Problem requirements:
Examine each line of the data, and copy the ones containing "body".

^^^^^^^^^^^^^^^^

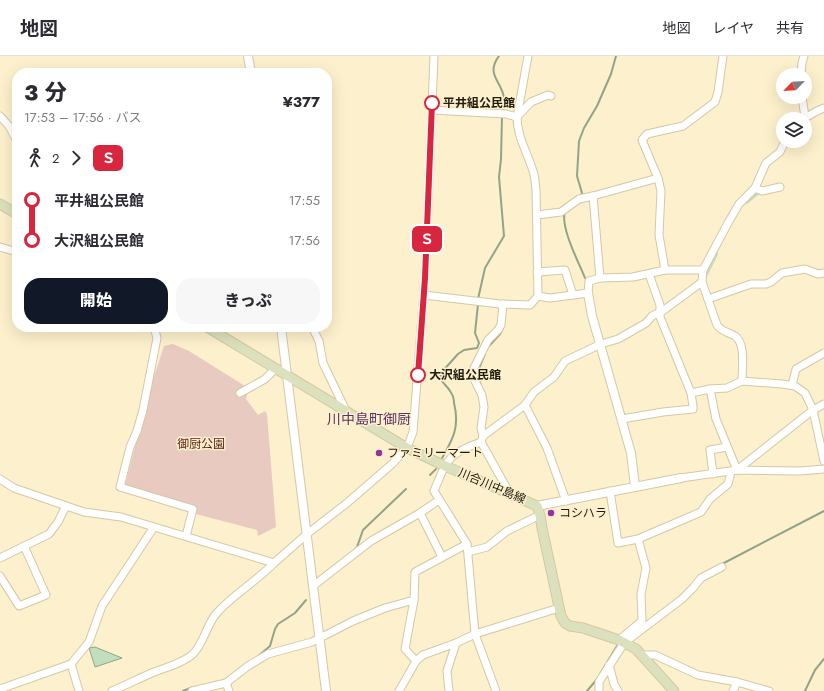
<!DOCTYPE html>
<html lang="ja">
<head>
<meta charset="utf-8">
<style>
	:root { --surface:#fff; --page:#f7f7f7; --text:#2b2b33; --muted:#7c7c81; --line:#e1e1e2; --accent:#111827 }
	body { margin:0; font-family:Jost,"Noto Sans JP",sans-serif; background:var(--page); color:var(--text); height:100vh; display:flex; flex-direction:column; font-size:15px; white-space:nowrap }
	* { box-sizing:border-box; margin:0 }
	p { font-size:13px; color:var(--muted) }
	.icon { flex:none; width:22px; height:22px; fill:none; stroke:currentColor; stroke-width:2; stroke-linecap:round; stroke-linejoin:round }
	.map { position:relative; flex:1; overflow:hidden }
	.side { position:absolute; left:12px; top:12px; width:320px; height:264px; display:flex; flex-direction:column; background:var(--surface); border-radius:16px; box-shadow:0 4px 16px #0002 }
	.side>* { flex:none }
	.badge { padding:0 8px; border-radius:6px; font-size:14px; line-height:26px }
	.needle { width:26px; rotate:245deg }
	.controls { position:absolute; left:776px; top:12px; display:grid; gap:8px }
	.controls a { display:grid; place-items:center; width:36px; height:36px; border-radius:50%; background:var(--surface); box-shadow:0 4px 16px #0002; font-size:20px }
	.map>.badge { position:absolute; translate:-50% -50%; box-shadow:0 0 0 2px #fff }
	.legs { display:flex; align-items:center; gap:6px; height:44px; padding:0 12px; font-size:13px }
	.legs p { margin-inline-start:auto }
	.overview { display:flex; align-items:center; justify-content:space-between; height:68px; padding:0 12px }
	h1 { font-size:22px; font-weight:800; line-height:30px }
	.cta { display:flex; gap:8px; margin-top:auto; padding:8px 12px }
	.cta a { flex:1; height:46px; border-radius:16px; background:var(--accent); color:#fff; font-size:16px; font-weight:800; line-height:46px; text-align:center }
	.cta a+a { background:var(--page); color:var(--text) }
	ul { padding:0 12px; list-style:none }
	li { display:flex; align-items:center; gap:14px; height:40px; font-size:15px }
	li i { display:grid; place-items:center; width:6px; height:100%; margin:0 5px; background:currentColor }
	li i::after { content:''; width:10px; height:10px; margin:-5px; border:3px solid; border-radius:50%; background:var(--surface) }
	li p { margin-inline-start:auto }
	li:first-child i { background:linear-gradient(#0000 50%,currentColor 0) }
	li:last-child i { background:linear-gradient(currentColor 50%,#0000 0) }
	header { display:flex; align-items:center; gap:24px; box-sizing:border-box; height:56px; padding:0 20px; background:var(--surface); border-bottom:1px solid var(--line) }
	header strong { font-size:19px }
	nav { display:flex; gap:22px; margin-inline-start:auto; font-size:14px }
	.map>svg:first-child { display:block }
	.green { fill:#e8cac0 }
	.water { fill:#c1debf; stroke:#91a48a }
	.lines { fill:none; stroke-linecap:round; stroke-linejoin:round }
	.stream { stroke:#91a48a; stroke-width:2 }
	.canal { stroke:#c1debf; stroke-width:6 }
	.minor-casing { stroke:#d4c8a4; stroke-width:9 }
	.tertiary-casing { stroke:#d4c8a4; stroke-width:10 }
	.secondary-casing { stroke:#d4c8a4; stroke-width:11 }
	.minor { stroke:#fff; stroke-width:7 }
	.tertiary { stroke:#fff; stroke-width:8 }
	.secondary { stroke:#dbe0bd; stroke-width:9 }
	.line-1-casing { stroke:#fff; stroke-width:9 }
	.line-1 { stroke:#d7263d; stroke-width:6 }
	.stop-1-dot { fill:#fff; stroke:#d7263d; stroke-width:2 }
	.poi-dot { fill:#8d36a2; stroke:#fdf0cc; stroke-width:1.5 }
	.labels { text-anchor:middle; stroke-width:3; stroke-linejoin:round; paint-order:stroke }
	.stop-label { font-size:12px; font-weight:bold; fill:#201c0e; stroke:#fdf0cc; text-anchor:start }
	.park-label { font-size:12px; fill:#582313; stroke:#fdf0cc }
	.poi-label { font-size:12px; fill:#201c0e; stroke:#fdf0cc; text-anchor:start }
	.street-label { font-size:12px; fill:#201c0e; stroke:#fdf0cc }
	.quarter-label { font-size:14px; fill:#5b3166; stroke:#fdf0cc }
</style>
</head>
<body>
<header>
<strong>地図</strong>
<nav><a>地図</a><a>レイヤ</a><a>共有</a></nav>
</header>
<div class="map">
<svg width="824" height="635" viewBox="0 0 824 635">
	<rect width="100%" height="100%" fill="#fdf0cc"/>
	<path class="green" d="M173 288 189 295 245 330 248 335 246 343 258 359 265 355 267 358 276 471 258 480 257 474 196 458V452L125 430 149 336 164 290Z"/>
	<path class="water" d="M95 591 122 602 95 611 89 592Z"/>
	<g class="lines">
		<g class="stream">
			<path d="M499 0C485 19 502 25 504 42 504 46 503 51 502 55"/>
			<path d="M581 141 582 137 577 120 579 85 584 72 597 50 611 18 616 0"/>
			<path d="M565 156C560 171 579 207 585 222"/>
			<path d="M478 243 485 212 504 180 499 121 501 103 502 60"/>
			<path d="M489 290 500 278 503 272"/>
			<path d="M482 333 477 317 485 298"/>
			<path d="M441 404C453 383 460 371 454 347 454 343 453 339 450 335 446 328 439 326 441 317L458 298 464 294 477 292 479 287 475 277 478 248"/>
			<path d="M430 419 436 413"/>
			<path d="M357 491 363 474 406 433"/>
			<path d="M352 496 359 490"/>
			<path d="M722 508 824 455"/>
			<path d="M256 602 270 590 275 573 278 568 295 557 306 544"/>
			<path d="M600 618 617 590"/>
			<path d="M183 635 193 631"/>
			<path d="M587 635 598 622"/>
			<path d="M805 635 815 614 824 603"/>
		</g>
		<g class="canal">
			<path d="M746 145 756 137"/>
			<path d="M704 220 715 198"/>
		</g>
		<defs>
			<g id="minor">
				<path d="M801 19 802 7 804 0"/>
				<path d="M802 41 805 61"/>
				<path d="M432 54 506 58 517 61"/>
				<path d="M0 60 9 70 17 85"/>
				<path d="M517 61 531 46 548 39 551 40"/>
				<path d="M803 63 817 55 824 52"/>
				<path d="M658 122 661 135 659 179 665 214"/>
				<path d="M755 132 762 135 780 131"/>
				<path d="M593 140 600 222"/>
				<path d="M537 159 561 156 579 143 593 140 658 122 642 84 647 78 683 70 715 46 718 36 723 0"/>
				<path d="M0 191 17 196"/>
				<path d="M537 216 565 214 573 239"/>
				<path d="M424 239 500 248 530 249 538 240 536 133C535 127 535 120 533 115 527 96 517 80 517 61L528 0"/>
				<path d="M538 240 550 242 588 237 589 225 600 222 633 221 665 214H703"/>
				<path d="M708 243 751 228H766L771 226 782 217 805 213 818 218 824 217"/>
				<path d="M154 271 157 282 143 354 137 375 130 391 120 431 193 453 186 480"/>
				<path d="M312 271 319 285 323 307 346 355"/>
				<path d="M742 325C742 313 746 287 735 280 728 276 722 276 717 269L702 226 703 214 728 167 739 148 755 132 766 107 780 96 785 85"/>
				<path d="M792 329 796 313 824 297"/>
				<path d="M710 333 716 363 737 414"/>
				<path d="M240 337 265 323 275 313"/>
				<path d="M691 337 710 333 727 332 742 325 782 328 795 330 805 337 813 354 824 405"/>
				<path d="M525 349 547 392 566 445"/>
				<path d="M622 363 663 356 693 353V350L691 337 660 261V249L649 218"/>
				<path d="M483 380 481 372 484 351 482 339 475 325 474 312 488 284 498 274 501 269 503 248"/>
				<path d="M481 386 510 438"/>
				<path d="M737 414 813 354 824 348"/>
				<path d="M713 418 710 394 727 391"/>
				<path d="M681 422 737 414 800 415 824 413"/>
				<path d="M0 423 14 432 84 456 121 461 274 507 307 478 347 447 392 408 407 392 413 376 425 222 434 0"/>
				<path d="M610 435 618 487 638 483 701 456 710 443 728 428 731 416"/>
				<path d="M420 457 442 501"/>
				<path d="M468 496 487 491 507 475 540 459"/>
				<path d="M0 502 49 478 58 466 66 450"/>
				<path d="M0 520 19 550 46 539 24 490"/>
				<path d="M313 530 371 485 420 457 439 444"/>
				<path d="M414 544 405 593 416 605"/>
				<path d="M619 584 642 565 641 538 646 512 638 483"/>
				<path d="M642 599H655L698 619 737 626 769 635"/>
				<path d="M71 608 79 635"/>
				<path d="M609 609 614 628 618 635"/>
				<path d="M226 627 229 635"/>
				<path d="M0 633 71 608 89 586 102 550 154 471"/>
				<path d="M112 635C126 629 140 622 154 616 167 611 183 607 193 598 204 587 206 570 216 558 231 540 257 525 274 507"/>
				<path d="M192 635 226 627 248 610 268 598 312 586 353 565 385 552 414 544 415 516 467 488"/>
				<path d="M399 635 411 614 416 605 423 599 456 587 475 578 559 552"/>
				<path d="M449 635 447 615 456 587"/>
				<path d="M496 635 475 578 467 488 434 435C447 404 447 398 481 386L483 380 525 349 534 336 554 321 565 305 601 288 618 283 646 267 652 260 664 254 702 226"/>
				<path d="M599 635V626L624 587 682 543 693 532 701 522 722 511"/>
				<path d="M733 635 737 626"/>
			</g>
			<g id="tertiary">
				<path d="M248 0 251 17"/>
				<path d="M588 237 592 260 631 397 635 430"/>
				<path d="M281 271 326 635"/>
				<path d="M537 450 681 422"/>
			</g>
			<g id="secondary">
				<path d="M0 148 17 158"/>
				<path d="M207 271 407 392 445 410 510 438 537 450 540 459 542 472 561 560 565 567 570 570 583 572 619 584 636 593 674 635"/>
			</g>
		</defs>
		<use href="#minor" class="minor-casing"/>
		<use href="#tertiary" class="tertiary-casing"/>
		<use href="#secondary" class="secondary-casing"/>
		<use href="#minor" class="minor"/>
		<use href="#tertiary" class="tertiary"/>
		<use href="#secondary" class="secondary"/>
	</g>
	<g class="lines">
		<defs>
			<path id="line-1" d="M418 319 425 222 432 47"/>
		</defs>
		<use href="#line-1" class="line-1-casing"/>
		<use href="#line-1" class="line-1"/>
	</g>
	<g class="stop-1-dot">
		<circle cx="432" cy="47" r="7"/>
		<circle cx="418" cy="319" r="7"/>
	</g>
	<g class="poi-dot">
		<circle cx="379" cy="397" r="4"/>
		<circle cx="551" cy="457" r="4"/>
	</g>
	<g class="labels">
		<g class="stop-label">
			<text x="443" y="51">平井組公民館</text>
			<text x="429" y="323">大沢組公民館</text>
		</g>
		<g class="park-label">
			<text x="201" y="392">御厨公園</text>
		</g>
		<g class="poi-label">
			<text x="387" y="401">ファミリーマート</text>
			<text x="559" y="461">コシハラ</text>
		</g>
		<g class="street-label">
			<text transform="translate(492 430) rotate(23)" y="4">川合川中島線</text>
		</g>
		<g class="quarter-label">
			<text x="369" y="368">川中島町御厨</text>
		</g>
	</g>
</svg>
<div class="controls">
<a><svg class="needle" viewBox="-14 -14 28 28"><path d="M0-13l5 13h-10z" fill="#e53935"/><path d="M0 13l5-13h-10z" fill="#7c7c81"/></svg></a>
<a><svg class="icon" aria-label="layers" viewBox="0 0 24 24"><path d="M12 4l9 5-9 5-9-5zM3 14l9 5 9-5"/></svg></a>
</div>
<b class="badge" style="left:427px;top:183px;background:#d7263d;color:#fff">Ｓ</b>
<section class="side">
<div class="overview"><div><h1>3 分</h1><p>17:53 – 17:56 · バス</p></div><b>¥377</b></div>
<div class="legs"><svg class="icon" aria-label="walk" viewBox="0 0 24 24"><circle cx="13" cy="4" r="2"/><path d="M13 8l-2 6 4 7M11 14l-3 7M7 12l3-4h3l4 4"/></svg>2<svg class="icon" aria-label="forward" viewBox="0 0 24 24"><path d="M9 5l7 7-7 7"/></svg><b class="badge" style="background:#d7263d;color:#fff">Ｓ</b></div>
<ul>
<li><i style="color:#d7263d"></i><b>平井組公民館</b><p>17:55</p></li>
<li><i style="color:#d7263d"></i><b>大沢組公民館</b><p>17:56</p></li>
</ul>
<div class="cta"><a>開始</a><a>きっぷ</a></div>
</section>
</div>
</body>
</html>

^^^^^^^^^^^^^^^^

Response to the exercise:
	body { margin:0; font-family:Jost,"Noto Sans JP",sans-serif; background:var(--page); color:var(--text); height:100vh; display:flex; flex-direction:column; font-size:15px; white-space:nowrap }
<body>
</body>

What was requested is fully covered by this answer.